Recorded information Block Start

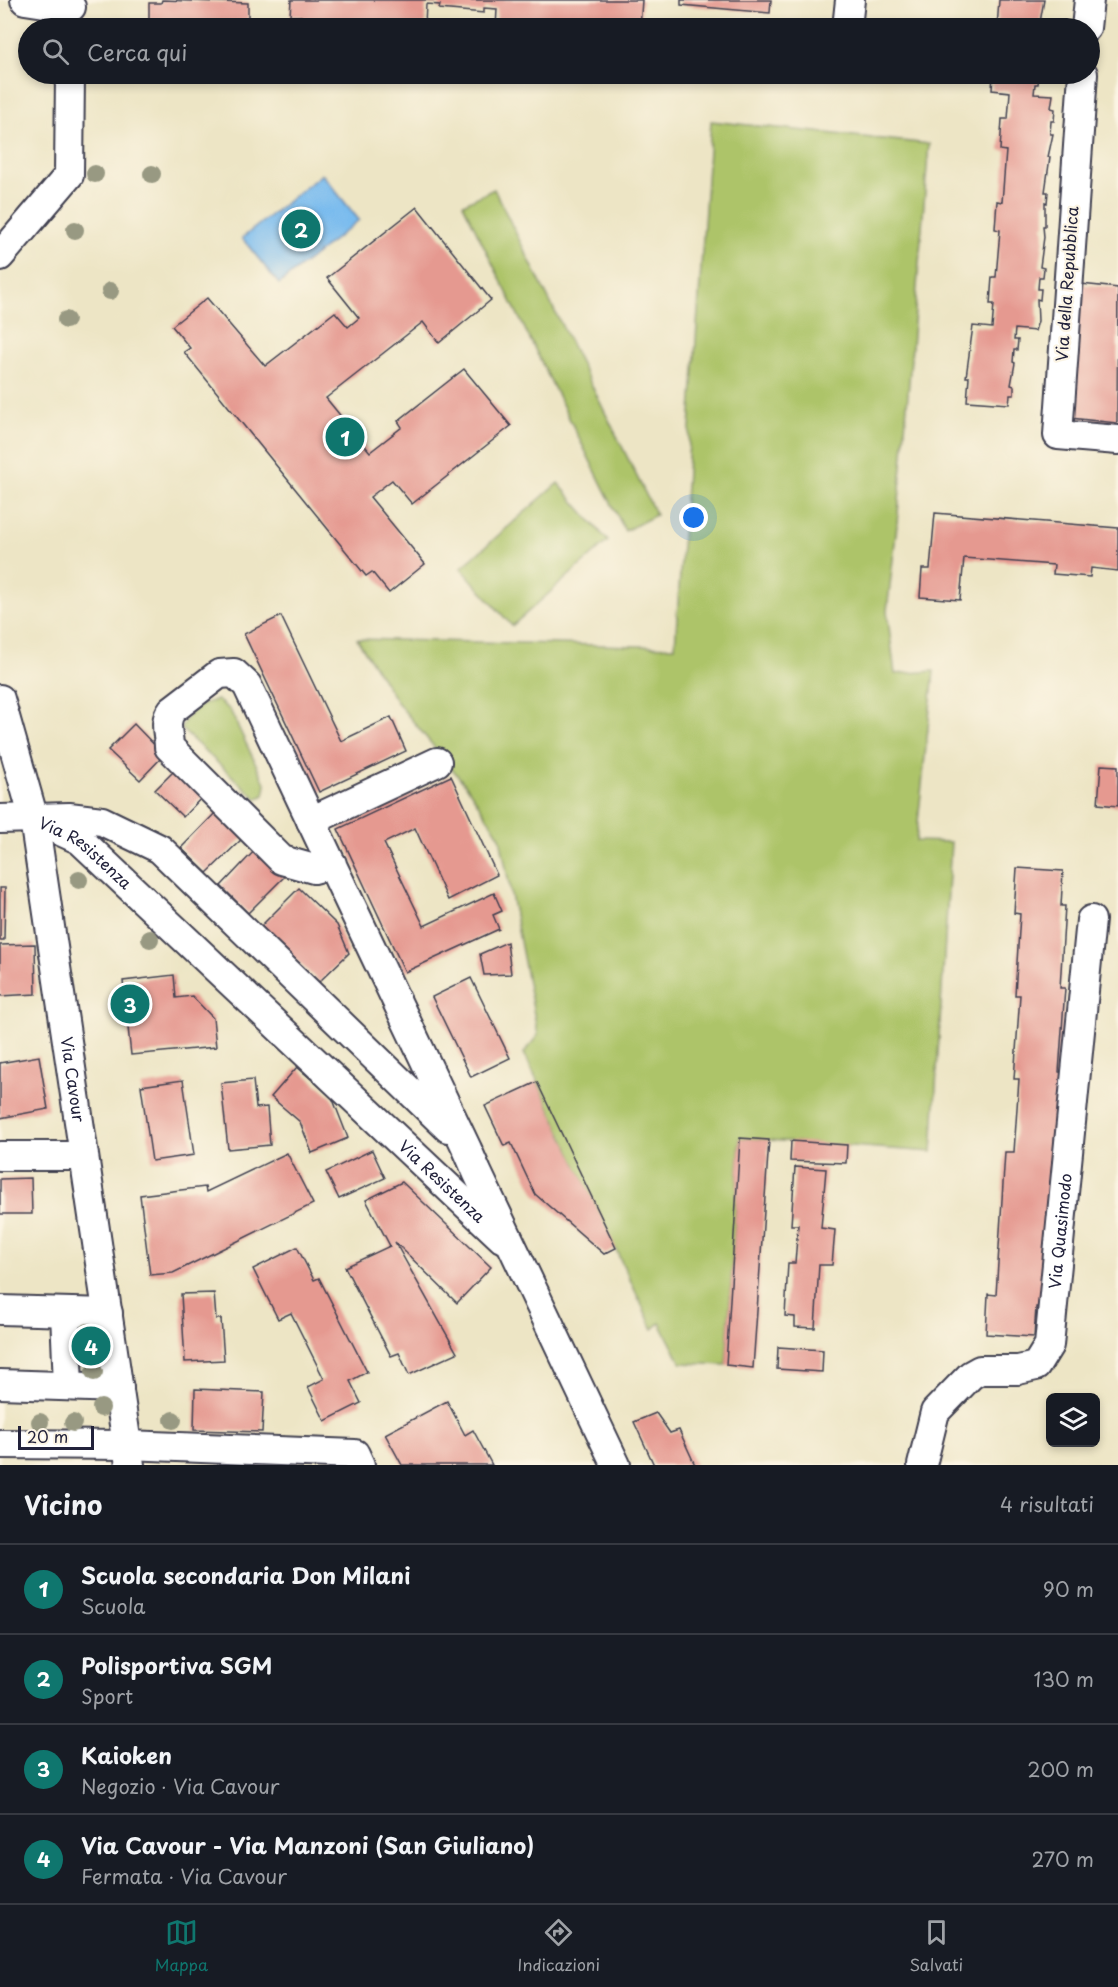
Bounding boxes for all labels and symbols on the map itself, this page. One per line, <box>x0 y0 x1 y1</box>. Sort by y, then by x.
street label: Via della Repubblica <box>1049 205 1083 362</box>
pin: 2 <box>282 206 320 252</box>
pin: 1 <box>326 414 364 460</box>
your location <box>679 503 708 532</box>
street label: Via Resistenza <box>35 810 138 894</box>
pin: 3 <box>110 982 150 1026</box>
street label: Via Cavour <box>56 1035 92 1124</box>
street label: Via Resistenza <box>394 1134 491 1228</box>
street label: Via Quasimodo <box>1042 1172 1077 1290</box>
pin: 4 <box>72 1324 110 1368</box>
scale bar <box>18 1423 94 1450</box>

Recorded information Block End

_Brief_
Give every line above again exactly, omitting whatever pictures appear.

_Output for this exercise_
Bounding boxes for all labels and symbols on the map itself, this page. One per line, <box>x0 y0 x1 y1</box>. Sort by y, then by x.
street label: Via della Repubblica <box>1049 205 1083 362</box>
pin: 2 <box>282 206 320 252</box>
pin: 1 <box>326 414 364 460</box>
your location <box>679 503 708 532</box>
street label: Via Resistenza <box>35 810 138 894</box>
pin: 3 <box>110 982 150 1026</box>
street label: Via Cavour <box>56 1035 92 1124</box>
street label: Via Resistenza <box>394 1134 491 1228</box>
street label: Via Quasimodo <box>1042 1172 1077 1290</box>
pin: 4 <box>72 1324 110 1368</box>
scale bar <box>18 1423 94 1450</box>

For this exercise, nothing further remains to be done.